## Given records
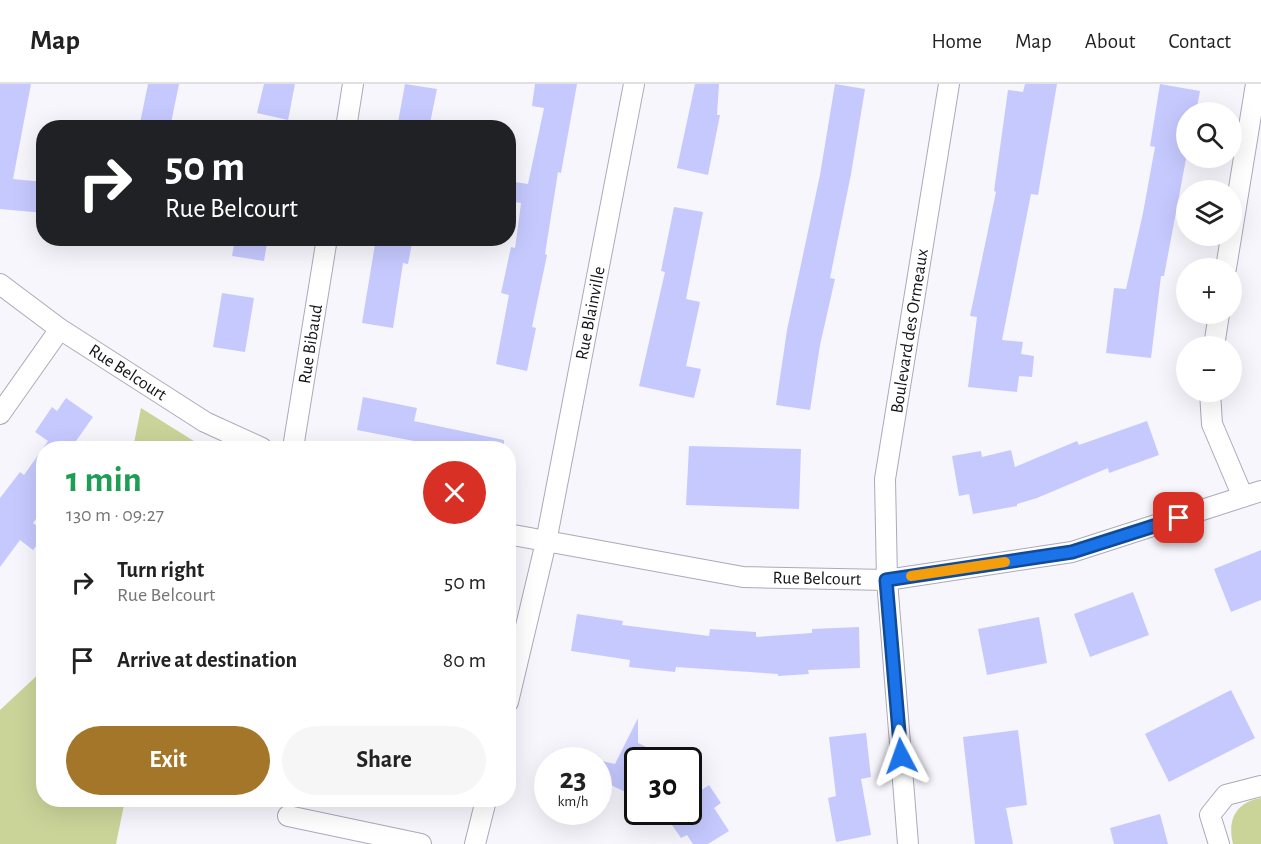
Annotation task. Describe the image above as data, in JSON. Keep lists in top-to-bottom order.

* * *

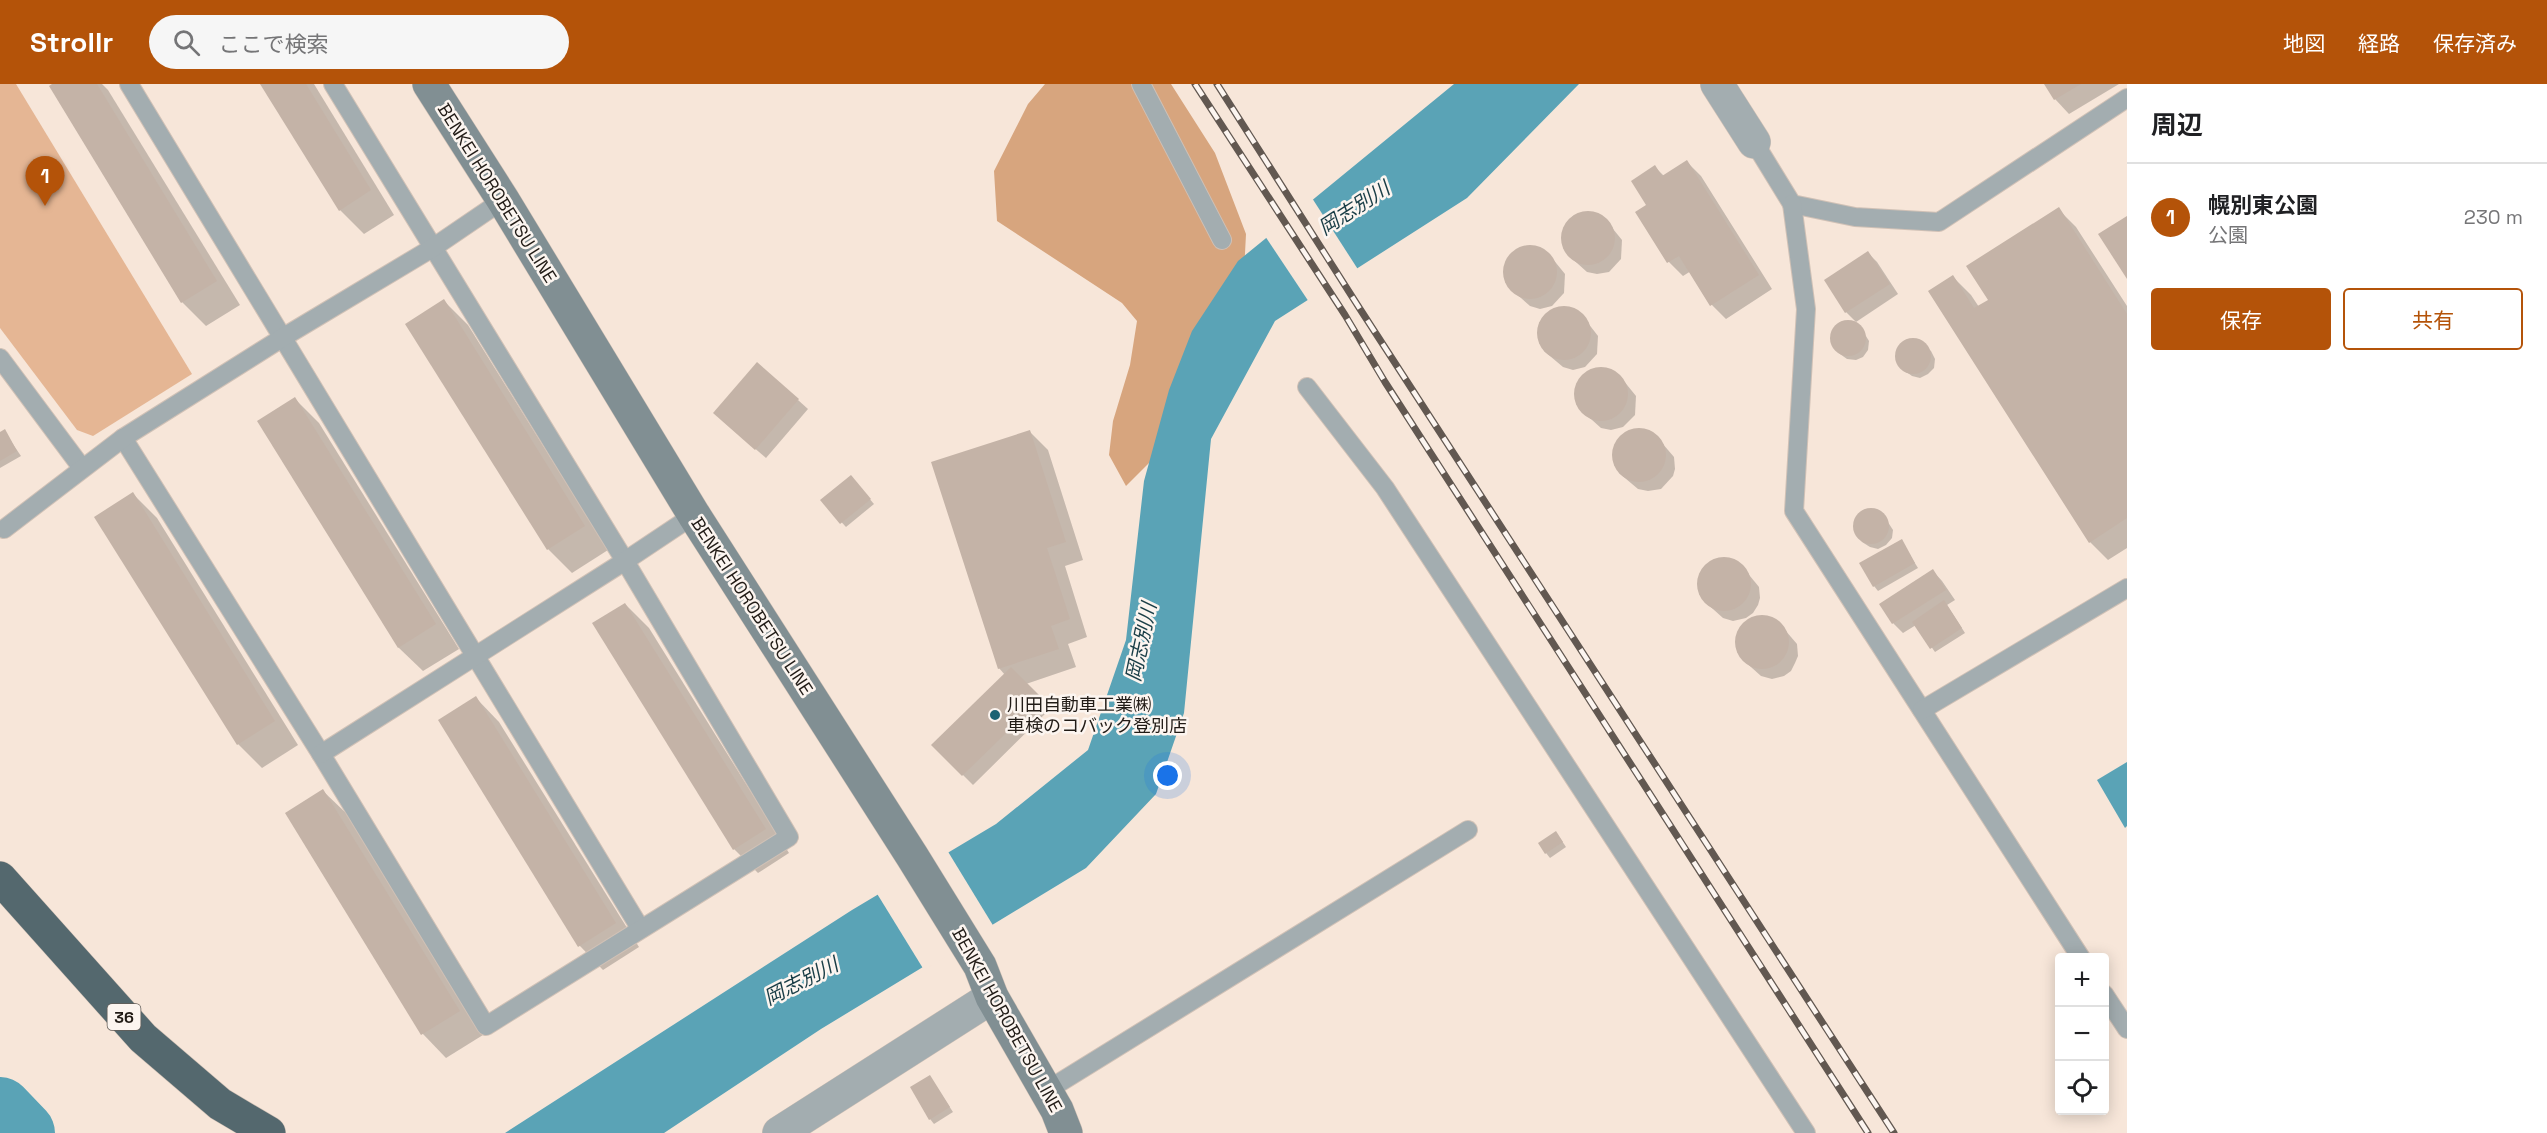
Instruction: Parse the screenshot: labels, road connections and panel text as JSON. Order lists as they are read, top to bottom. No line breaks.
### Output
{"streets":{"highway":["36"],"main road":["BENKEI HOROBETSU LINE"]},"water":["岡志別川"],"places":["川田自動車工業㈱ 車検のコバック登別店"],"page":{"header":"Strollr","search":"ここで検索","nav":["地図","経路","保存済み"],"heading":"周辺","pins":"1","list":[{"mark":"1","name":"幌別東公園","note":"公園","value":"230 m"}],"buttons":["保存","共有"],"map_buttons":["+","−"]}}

* * *

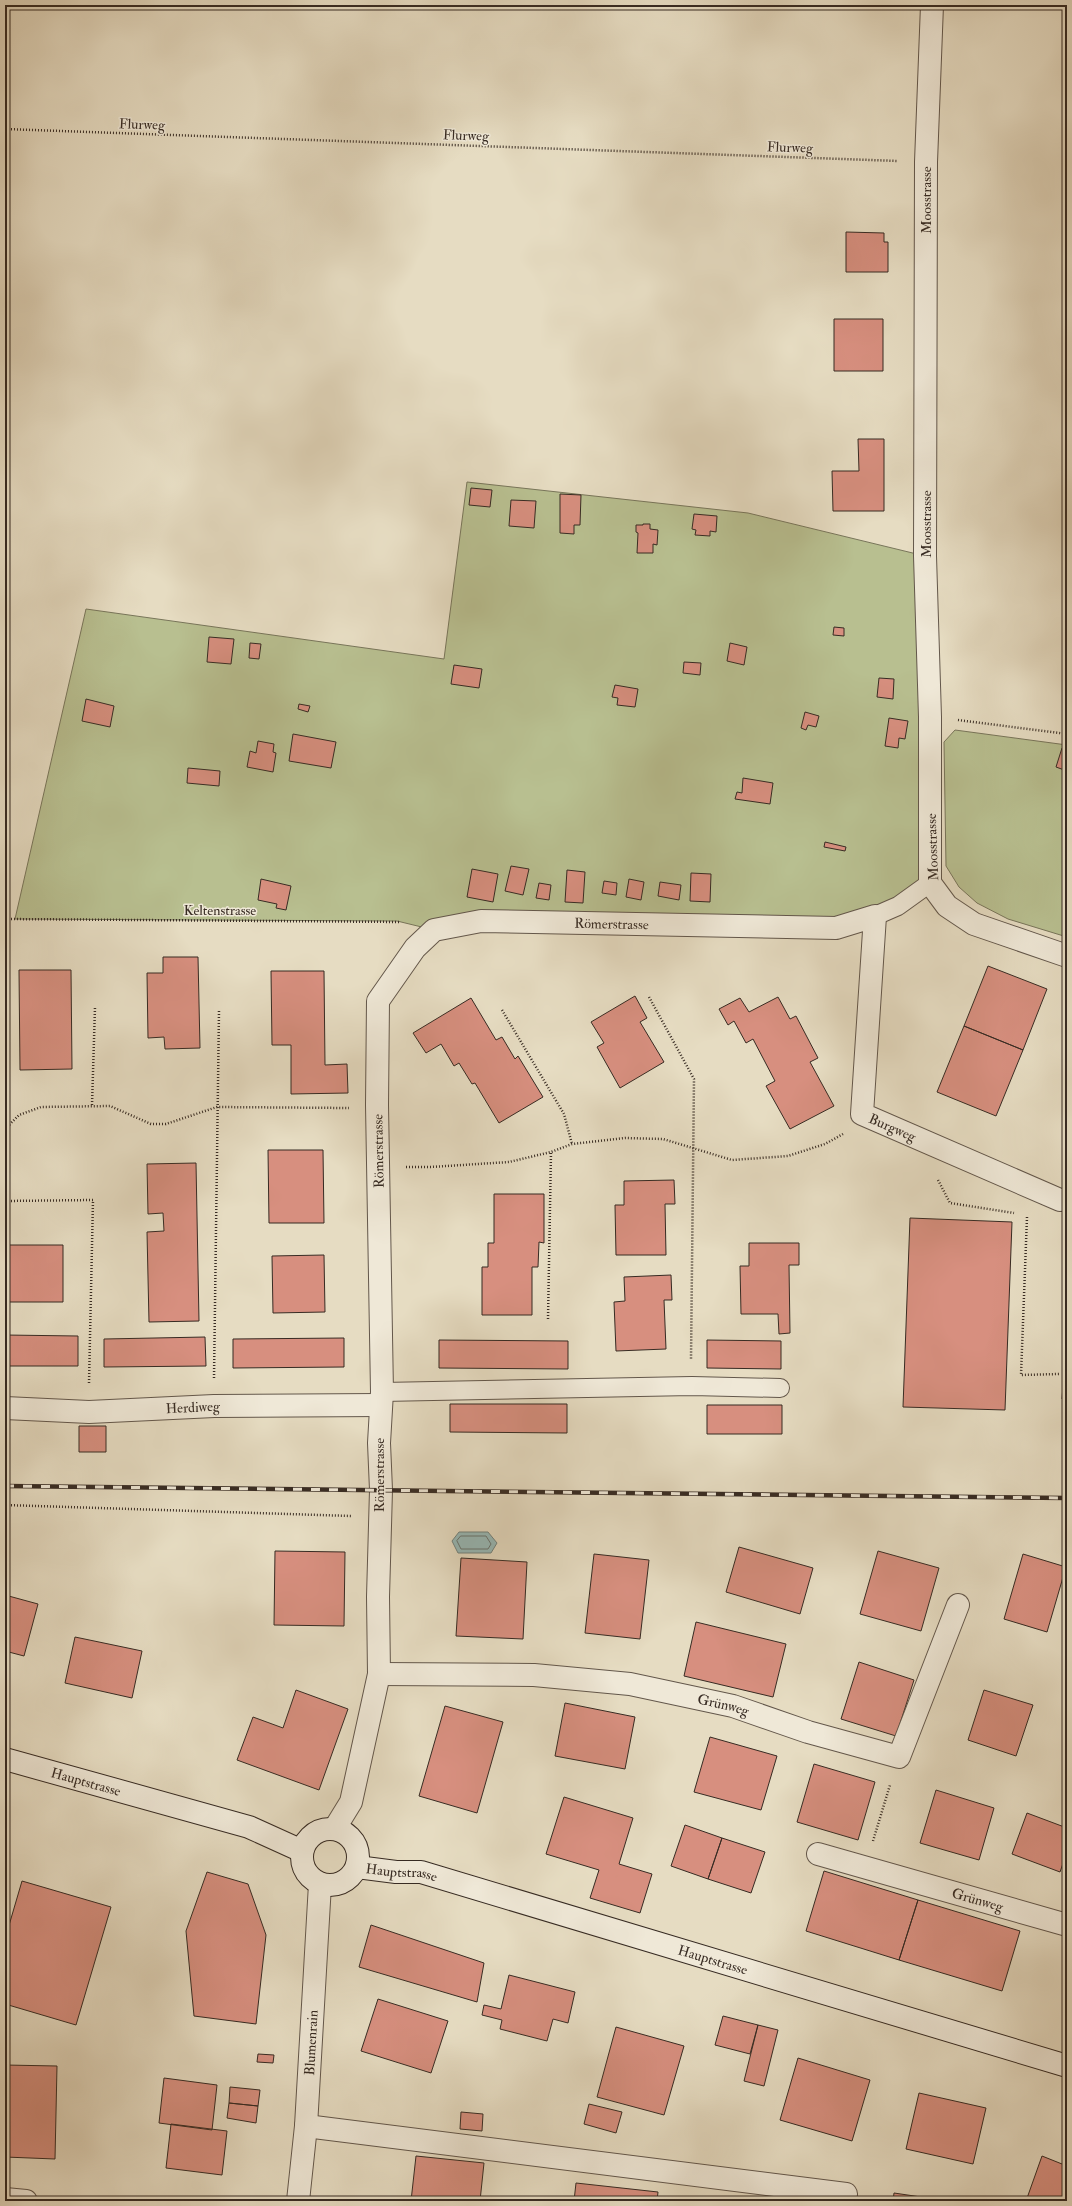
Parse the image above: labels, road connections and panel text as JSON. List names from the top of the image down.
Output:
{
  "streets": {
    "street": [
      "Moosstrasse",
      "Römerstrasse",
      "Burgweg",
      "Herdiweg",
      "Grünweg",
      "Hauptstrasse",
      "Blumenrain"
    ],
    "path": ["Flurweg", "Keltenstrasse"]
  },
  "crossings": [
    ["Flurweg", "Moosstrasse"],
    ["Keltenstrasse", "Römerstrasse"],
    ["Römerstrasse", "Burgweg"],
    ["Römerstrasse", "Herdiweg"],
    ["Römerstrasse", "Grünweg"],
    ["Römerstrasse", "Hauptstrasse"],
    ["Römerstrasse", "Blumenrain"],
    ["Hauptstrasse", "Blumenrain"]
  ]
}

## Task brief
Lines in the data that hold "panel" are to be counted, and the number alone reported.

## Result of this task
2